# Corriente saddles?



## kitten_Val (Apr 25, 2007)

I'm sure smrobs and iride will get back to you on that.  They both have Corientes and love them. I checked them up and I think I would buy one too if I wouldn't switch to English. Nice saddles and very good price.


----------



## horseluver250 (Oct 28, 2009)

No idea of the quality as I have never had one. The Corrientes I have seen are selling for between $400-800. Here is an outdated listing on ebay for a show saddle http://cgi.ebay.com/Corriente-Weste...0496907848?cmd=ViewItem&pt=LH_DefaultDomain_0, the saddle didn't sell at $650. IDK might give you a better idea of what you could get for it?


----------



## Plains Drifter (Aug 4, 2009)

I'm dying to get a Corriente saddle. Was planning on getting one for a wedding gift from my hubby..but he bought me a car instead. So new saddle was put on hold til next spring.


----------



## WickedNag (Sep 7, 2010)

My saddlemaker friend highly recommends them!


----------



## IndianGirl (Jan 6, 2010)

I have a Corriente its a trophy saddle. There great!


----------



## smrobs (Jul 30, 2008)

Yep, I just got my Corriente this summer. It is by far the most comfortable saddle I have ever had. They are well made and made to last a lifetime. I have roped big old steers with mine and it held up perfectly. I am so happy that I made the decision to get one and will be getting another when finances allow.
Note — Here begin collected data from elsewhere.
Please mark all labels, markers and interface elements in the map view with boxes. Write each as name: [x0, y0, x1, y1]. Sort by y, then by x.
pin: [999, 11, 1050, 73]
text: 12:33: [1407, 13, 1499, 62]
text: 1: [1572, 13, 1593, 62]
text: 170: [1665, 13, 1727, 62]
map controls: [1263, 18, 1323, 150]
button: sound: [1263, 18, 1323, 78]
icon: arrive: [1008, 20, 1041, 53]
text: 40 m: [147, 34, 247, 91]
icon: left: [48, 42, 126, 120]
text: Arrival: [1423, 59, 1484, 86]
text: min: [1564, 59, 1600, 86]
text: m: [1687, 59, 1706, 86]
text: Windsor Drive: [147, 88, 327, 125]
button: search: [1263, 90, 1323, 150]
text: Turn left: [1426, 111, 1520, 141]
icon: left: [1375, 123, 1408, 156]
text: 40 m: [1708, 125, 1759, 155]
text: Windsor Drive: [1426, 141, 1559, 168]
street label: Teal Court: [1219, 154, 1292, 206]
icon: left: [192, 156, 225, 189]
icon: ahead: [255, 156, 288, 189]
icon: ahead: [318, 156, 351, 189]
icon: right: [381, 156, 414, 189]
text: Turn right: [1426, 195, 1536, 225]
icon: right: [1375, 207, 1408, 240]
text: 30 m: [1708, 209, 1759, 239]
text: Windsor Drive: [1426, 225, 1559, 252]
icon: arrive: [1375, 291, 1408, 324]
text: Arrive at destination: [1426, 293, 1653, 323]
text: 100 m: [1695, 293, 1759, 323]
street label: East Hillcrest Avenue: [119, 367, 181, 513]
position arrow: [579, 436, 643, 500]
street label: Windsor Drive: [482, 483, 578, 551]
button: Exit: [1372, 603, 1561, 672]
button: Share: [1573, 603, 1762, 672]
That one cost not quite $700.


----------



## Heartland (Aug 9, 2010)

Thanks guys! My thinking is, selling a saddle would probably be easier than selling a cart. And I think this tack dealer knows someone who wants a cart, so that's fueling her offer I'm sure. I'm leaning towards the show saddle- that is closest to my asking price for the horse cart. I'd hate to get that roping saddle, and then want to sell my Rocking R roping saddle. :lol: As it is, I have 2 saddles and only one horse to ride. Soooo.... if this trade goes through, I'll be selling a Corriente saddle... unless I like it a lot. Then I'll be selling a different saddle. Lol.


----------



## WickedNag (Sep 7, 2010)

Hey Heartland  The show saddles I have seen have not had the highest quality silver and though pretty are not probably what someone who is serious about showing would want but the roping saddles are really nice. Though I don't think you will have any trouble getting rid of either one.


----------



## Heartland (Aug 9, 2010)

Thanks WickedNag. 

I think she already sold the show saddle. She offered me my choice of a barrel saddle or the Corriente roping saddle. Neither of which I'd probably keep. I think it will be quite a while before I get a gaming horse. Atleast another 2 years, so no use in keeping a barrel saddle around. She didn't mention a brand in her email for the barrel saddle. I am going to go with the Corriente as a trade I believe. I'm going to ask for either cash or something else to make up the $125 difference.


----------



## kitten_Val (Apr 25, 2007)

Heartland said:


> Thanks guys! My thinking is, selling a saddle would probably be easier than selling a cart. And I think this tack dealer knows someone who wants a cart, so that's fueling her offer I'm sure. I'm leaning towards the show saddle- that is closest to my asking price for the horse cart. I'd hate to get that roping saddle, and then want to sell my Rocking R roping saddle. :lol: *As it is, I have 2 saddles and only one horse to ride.* Soooo.... if this trade goes through, I'll be selling a Corriente saddle... unless I like it a lot. Then I'll be selling a different saddle. Lol.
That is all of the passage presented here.